La tesis de convencer se mueve dialécticamente en una relación de confrontación con el vencer. Cada choque de los ejércitos enemigos, expresa en esencia, la confrontación de clases que va perfilando la historia pre y post-independentista, en Venezuela, en la Gran Colombia, en Nuestramérica y –de alguna manera-  en el mundo entero, por sus consecuencias.

Al igual que en la metodológica explicación que nos ofrece el filósofo alemán G.W.F. Hegel, a través de la “dialéctica del amo y el esclavo”, en esta dialéctica Bolivariana “el amo se convierte en el esclavo del esclavo”, es decir, la pretensión de convencer está en el vencer y, mientras “los ejércitos ganan batallas, el Correo del Orinoco gana la guerra” en el movimiento dialéctico de definición hegemónica.

Hegel concluía en su reflexión sobre la dialéctica que “el amo termina siendo esclavo del esclavo”. De esa manera los individuos se expresan históricamente en sus contradicciones (entre unos y otros), dando lugar a la autoconciencia de los seres humanos. Recordemos que se trata de una forma de razonamiento por oposición de tesis (tesis y antítesis) que conduce a nuevos conceptos (o nuevas realidades, en un sentido histórico de la dialéctica materialista profundizada por Marx) o a la síntesis, que supera esa contradicción de tesis y antítesis. El “vencedor”  es el vencido del “convencedor” o el verdadero vencedor, como síntesis, es un convencido de una nueva condición real: algo así como la categoría de “hombre nuevo” (hombre convencido y convencedor) a la que se refiere Ernesto Che Guevara, quien considera que éste es el resultado (“aún a riesgo de parecerle ridículo”) de una transformación radical que compromete conciencia y valores en una revolución cultural que está movida, revolucionariamente “por profundos sentimientos de amor”.

Ese pertrecho de guerra

El soldado Simón Bolívar era un estratega que no solo condujo ejércitos y libró cruentos combates por la Independencia, sino que también se plantó en el terreno de las ideas y, al lado de las espadas, se procuró una imprenta entre sus pertrechos de guerra. Lo logra en 1817 cuando, finalmente, trae una imprenta desde Haití. Al poco tiempo ya aparecería el primer número del semanario Correo del Orinoco, esa síntesis del movimiento dialéctico entre vencer y convencer, publicada en castellano, francés e inglés, para mostrar al mundo las verdades comunicacionales resultantes de enfrentamientos entre soldados armados y sus expresiones en el campo de las ideas.

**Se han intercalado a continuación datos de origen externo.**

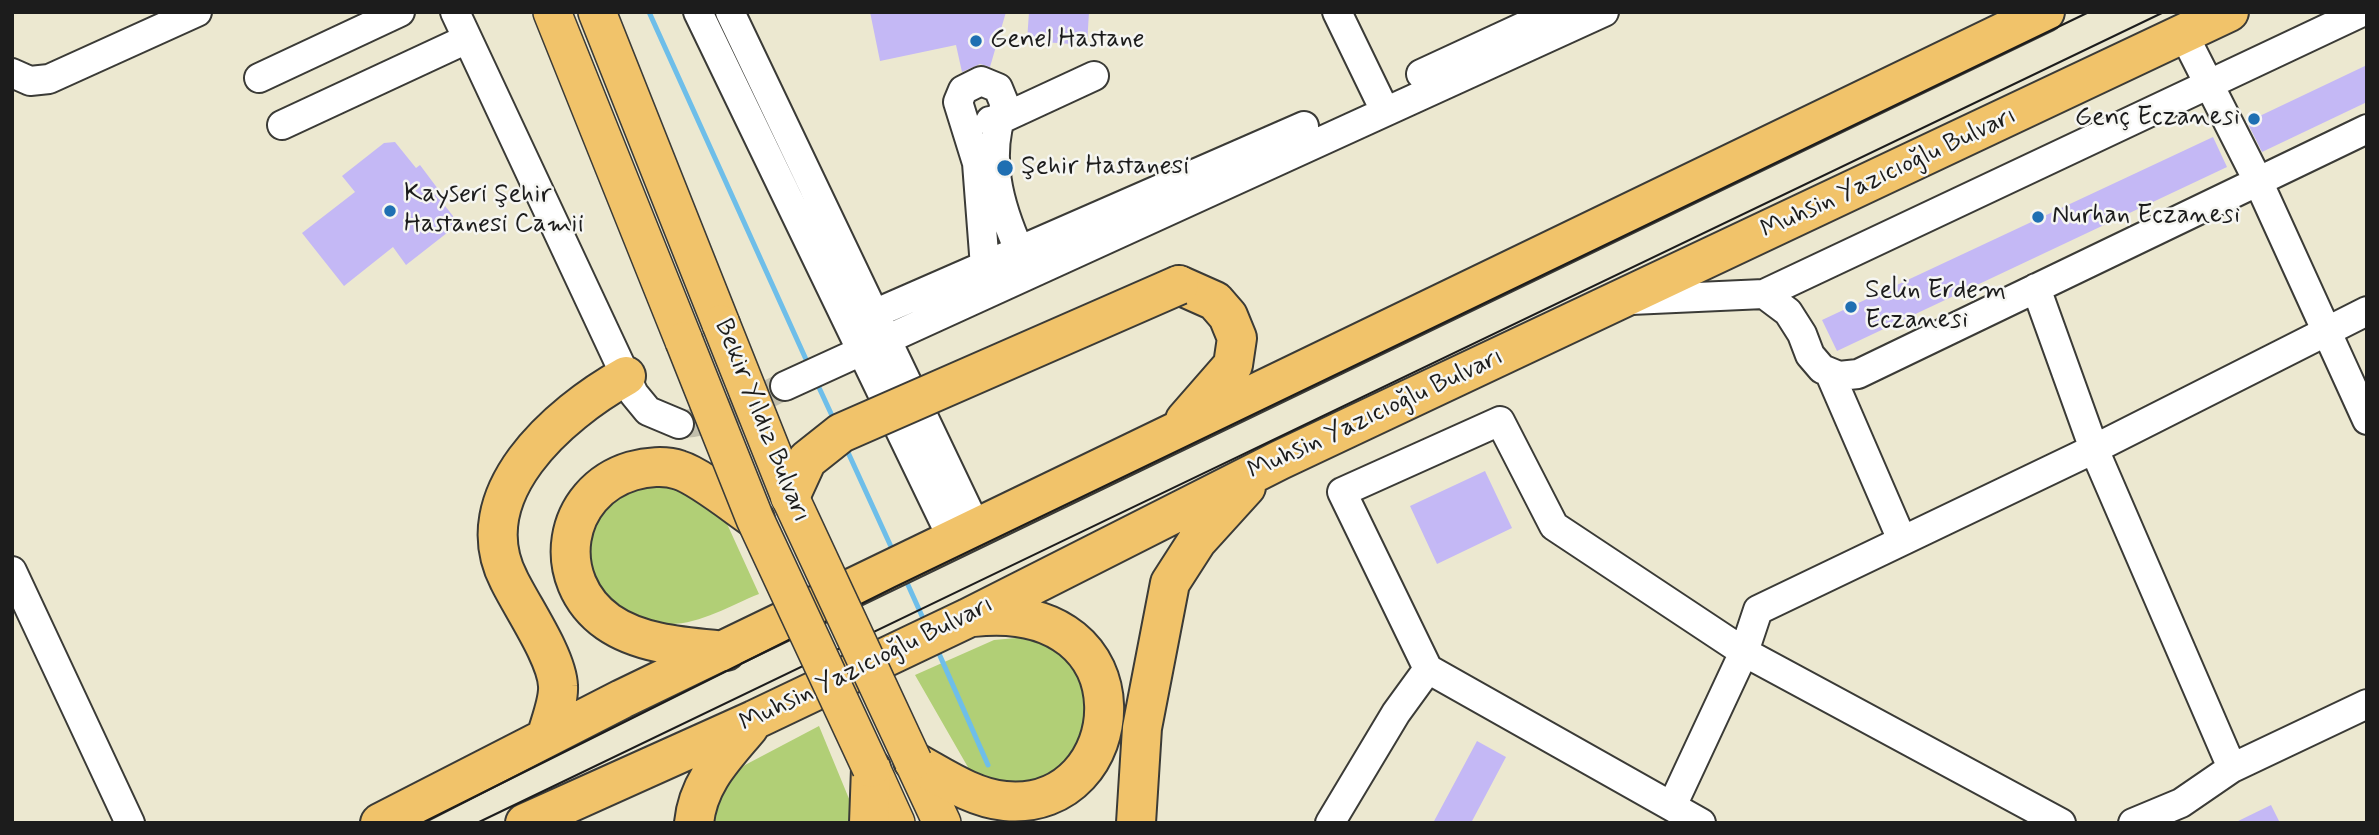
<!DOCTYPE html>
<html>
<head>
<meta charset="utf-8">
<style>
	body { margin:0 }
	#map { position:relative; width:2379px; height:835px; overflow:hidden; background:#ece8d0; font-family:Mynerve,sans-serif }
	canvas { display:block }
	.frame { position:absolute; inset:0; border:14px solid #1c1c1c; pointer-events:none }
</style>
</head>
<body>
<div id="map">
<canvas width="2379" height="835"></canvas>
<div class="frame"></div>
</div>
<script>
const ctx = document.querySelector('canvas').getContext('2d');
ctx.lineJoin = 'round';
function paint(path, color) { ctx.fillStyle = color; ctx.fill(path, 'evenodd'); }
function trace(path, color, width, dash) { ctx.strokeStyle = color; ctx.lineWidth = width; ctx.lineCap = dash ? 'butt' : 'round'; ctx.setLineDash(dash || []); ctx.stroke(path); }
function write(font, color, halo, rows, align = 'center') {
  ctx.font = font + ' Mynerve,sans-serif'; ctx.lineWidth = 5; ctx.setLineDash([]); ctx.textBaseline = 'middle'; ctx.strokeStyle = halo; ctx.fillStyle = color; for (const [text, x, y, turn = 0] of rows) {
    ctx.save(); ctx.translate(x, y); ctx.rotate((+turn || 0) * Math.PI / 180); ctx.textAlign = isNaN(turn) ? turn : align; if (halo) ctx.strokeText(text, 0, 0); ctx.fillText(text, 0, 0); ctx.restore();
  }
}
paint(new Path2D(`
	M657 478 723 515 759 594C731 605 699 625 668 624 615 623 572 570 598 520 601 514 604 505 609 501 621 491 643 485 657 478Z
	M1038 636 1087 672 1083 752 1027 787 973 776 915 675 994 640Z
	M819 726 859 823H715C716 799 727 780 745 765Z`), '#b1cf76');
trace(new Path2D(`
	M649 12 809 366
	M816 381 834 420
	M846 448 893 551
	M904 576 926 625
	M937 649 988 765`), '#6ebee9', 5);
paint(new Path2D(`
	M870 12H1006L990 67 980 64 962 72 956 45 880 61Z
	M1029 12H1089L1087 45 1027 41Z
	M2367 65V102L2262 152 2247 122Z
	M2213 137 2227 167 1837 351 1822 320Z
	M395 142 416 168 420 165 438 189 434 192 453 216 452 229 406 265 393 247 344 286 302 233 355 192 342 176 384 143Z
	M1485 471 1512 528 1437 564 1410 506Z
	M1477 741 1506 757 1471 823H1433Z
	M2271 805 2280 823H2234Z`), '#c4b8f5');
trace(new Path2D(`
	M679 424C716 424 753 401 785 386`), '#c2bfac', 28, [28, 14]);
const minor = new Path2D(`
	M455 12 634 394 648 411 679 424
	M698 12 953 540
	M730 12 977 529
	M1337 12 1385 111
	M2184 35 2258 181 2367 420
	M12 73 30 81 49 79 197 12
	M1421 74 1555 12
	M259 78 400 12
	M990 121 999 120 1094 76
	M282 125 467 39
	M985 267 977 163 958 102 963 90 981 81 998 88 1005 105C984 154 999 206 1020 252
	M2036 288 2094 449 2367 311
	M1764 294 2362 12
	M1631 300 1764 294 1788 312 1802 334 1810 355 1822 369 1839 376 1858 374 2367 129
	M851 324 1304 126
	M1830 374 1902 540
	M785 386 1604 12
	M12 571 130 823
	M1672 806 1744 652 2061 823
	M1330 823 1396 713 1428 669
	M1701 823 1428 669 1342 492 1500 421 1554 526 1744 652 1758 610 2094 449 2232 768 2367 704
	M2133 823 2181 803 2232 768`);
const major = new Path2D(`
	M552 12 684 341
	M597 12 721 324
	M913 761 942 823
	M871 768 896 823`);
const highway = new Path2D(`
	M1179 285 1215 301 1228 316 1237 338 1233 365 1185 420
	M726 651C687 647 641 645 608 622 549 580 562 492 632 471 646 467 665 465 679 470 699 476 736 506 755 519
	M546 738C550 723 559 701 558 686 557 657 522 607 509 580 465 495 558 414 626 376
	M913 761C941 776 972 798 1005 801 1132 813 1153 597 973 617
	M380 823 622 699 2045 12
	M525 823 754 720 968 618 1280 460 2229 12
	M694 823C698 782 724 757 749 727
	M869 823 871 768
	M1136 823 1142 728 1170 583 1197 541 1246 487`);
trace(minor, '#3b3b37', 32);
trace(major, '#3b3b37', 40);
trace(highway, '#3b3b37', 42);
trace(minor, '#fff', 28);
trace(major, '#f1c36a', 37);
trace(highway, '#f1c36a', 38);
trace(new Path2D(`
	M422 823 895 587 2089 12
	M477 823C1040 554 1599 278 2164 12`), '#1c1c1c', 2);
const majorBridge = new Path2D(`
	M721 324 790 497 913 761
	M684 341 755 519 871 768`);
const highwayBridge = new Path2D(`
	M790 497 807 460 841 433 1179 285`);
trace(majorBridge, '#3b3b37', 40, []);
trace(highwayBridge, '#3b3b37', 42, []);
trace(majorBridge, '#f1c36a', 37);
trace(highwayBridge, '#f1c36a', 38);
for (const [x, y, r, color] of [
	[976,41,7,"#1f6fb2"],
	[2254,119,7,"#1f6fb2"],
	[1005,168,9,"#1f6fb2"],
	[390,211,7,"#1f6fb2"],
	[2038,217,7,"#1f6fb2"],
	[1851,307,7,"#1f6fb2"]
]) { const dot = new Path2D(); dot.arc(x, y, r, 0, 2 * Math.PI); ctx.fillStyle = color; ctx.fill(dot); trace(dot, '#f6f6f2', 2.5); }
write('26px', '#1c1c1c', '#f6f6f2', [
	["Genel Hastane",990,41],
	["Genç Eczanesi",2240,119,"right"],
	["Şehir Hastanesi",1021,168],
	["Kayseri Şehir",404,196],
	["Hastanesi Camii",404,226],
	["Nurhan Eczanesi",2052,217],
	["Selin Erdem",1865,292],
	["Eczanesi",1865,322]
], 'left');
write('26px', '#1c1c1c', '#f6f6f2', [
	["Muhsin Yazıcıoğlu Bulvarı",1889,174,-25],
	["Muhsin Yazıcıoğlu Bulvarı",1376,415,-25],
	["Bekir Yıldız Bulvarı",761,421,68],
	["Muhsin Yazıcıoğlu Bulvarı",867,665,-26]
]);
</script>
</body>
</html>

El 27 de junio de 1818, circula entonces por primera vez, desde Angostura, el Correo del Orinoco, órgano fundado por orden de Bolívar a favor de la causa patriota y cuya última edición se vería, casi cuatro años después, el 23 de marzo de 1822, con un total de 133 números publicados. Es un medio para la guerra, para vencer y convencer, desde la dialéctica que ella misma encierra.

En esa perspectiva de inspiración filosófica dialéctica, proponemos hacer la evaluación del Bicentenario del periódico Correo del Orinoco, que nace para acompañar contramediáticamente la Batalla de Carabobo que, en 1821 sella simbólicamente nuestra independencia.

Porque todavía somos colonia, porque la independencia no está completa y porque 200 años después el imperialismo sigue imponiéndonos su guerra. Ahora, cuando en el siglo XXI Venezuela desarrolla su Revolución para acabar con esa y todas las guerras, desarrollando transformaciones radicales, con inspiración Bolivariana, es cuando se entiende la iniciativa del Comandante Hugo Chávez al organizar y lanzar el Correo del Orinoco para una nueva era. Era que se inicia en 2009 para perseverar en ella, con las características de la misma dialéctica de vencer y convencer, desde el periodismo, desde la perseverancia contrahegemónica y la batalla de ideas.

El periodismo, la imprenta, los medios radioeléctricos y el complejo de tecnologías que hoy sirven de soportes para las ideas, mantienen viva la dialéctica que se hace síntesis en un medio que es mucho más que un nombre o una marca: el Correo del Orinoco es –desde esa perspectiva y 200 años después- el salto que prefigura la sociedad nueva. Una referencia para las luchas contra el pensamiento único, para la batalla de ideas y contrahegemónicas, para la síntesis necesaria en esta dialéctica.